* SOURCE DATA *
------------------------------------
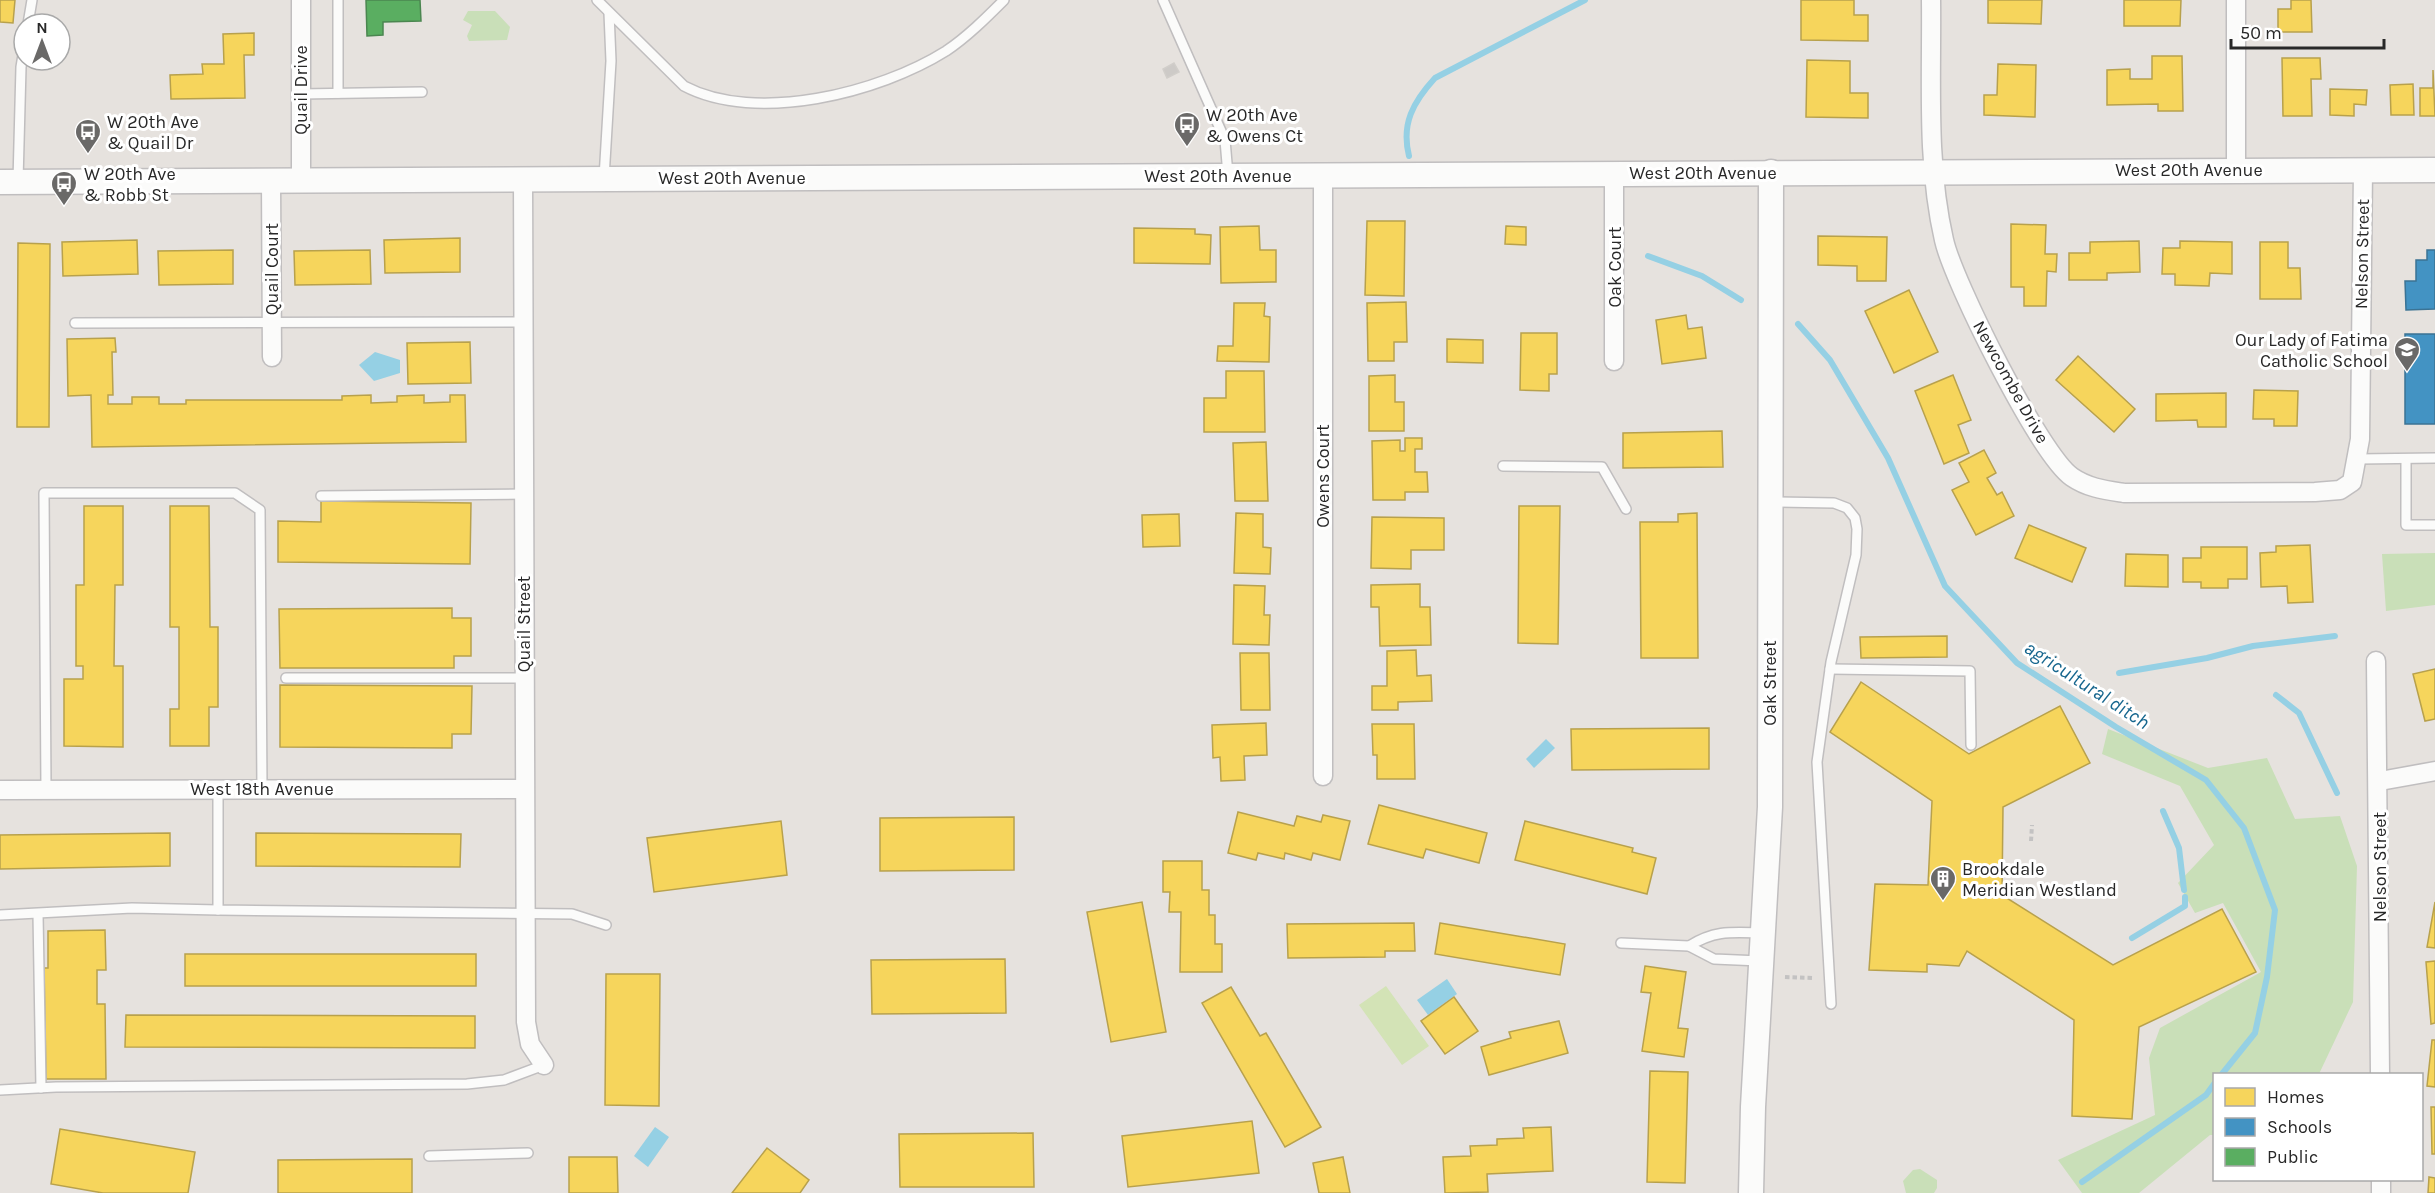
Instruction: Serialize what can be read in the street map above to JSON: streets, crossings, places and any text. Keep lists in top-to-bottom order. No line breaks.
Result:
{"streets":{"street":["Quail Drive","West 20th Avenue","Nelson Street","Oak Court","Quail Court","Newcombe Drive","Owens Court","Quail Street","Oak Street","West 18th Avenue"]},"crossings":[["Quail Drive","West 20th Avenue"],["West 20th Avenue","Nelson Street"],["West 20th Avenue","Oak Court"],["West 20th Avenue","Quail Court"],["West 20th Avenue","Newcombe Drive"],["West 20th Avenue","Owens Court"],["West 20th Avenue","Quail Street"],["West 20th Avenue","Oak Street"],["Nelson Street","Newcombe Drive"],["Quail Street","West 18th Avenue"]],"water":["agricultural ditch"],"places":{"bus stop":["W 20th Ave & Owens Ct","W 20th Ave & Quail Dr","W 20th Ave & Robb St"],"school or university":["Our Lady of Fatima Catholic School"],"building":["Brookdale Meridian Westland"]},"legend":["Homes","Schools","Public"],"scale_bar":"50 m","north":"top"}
------------------------------------
* WORK TASK *
Print every line of the listing exactly, please, and leave the images out.

* WRITTEN SOLUTION *
Instruction: Serialize what can be read in the street map above to JSON: streets, crossings, places and any text. Keep lists in top-to-bottom order. No line breaks.
Result:
{"streets":{"street":["Quail Drive","West 20th Avenue","Nelson Street","Oak Court","Quail Court","Newcombe Drive","Owens Court","Quail Street","Oak Street","West 18th Avenue"]},"crossings":[["Quail Drive","West 20th Avenue"],["West 20th Avenue","Nelson Street"],["West 20th Avenue","Oak Court"],["West 20th Avenue","Quail Court"],["West 20th Avenue","Newcombe Drive"],["West 20th Avenue","Owens Court"],["West 20th Avenue","Quail Street"],["West 20th Avenue","Oak Street"],["Nelson Street","Newcombe Drive"],["Quail Street","West 18th Avenue"]],"water":["agricultural ditch"],"places":{"bus stop":["W 20th Ave & Owens Ct","W 20th Ave & Quail Dr","W 20th Ave & Robb St"],"school or university":["Our Lady of Fatima Catholic School"],"building":["Brookdale Meridian Westland"]},"legend":["Homes","Schools","Public"],"scale_bar":"50 m","north":"top"}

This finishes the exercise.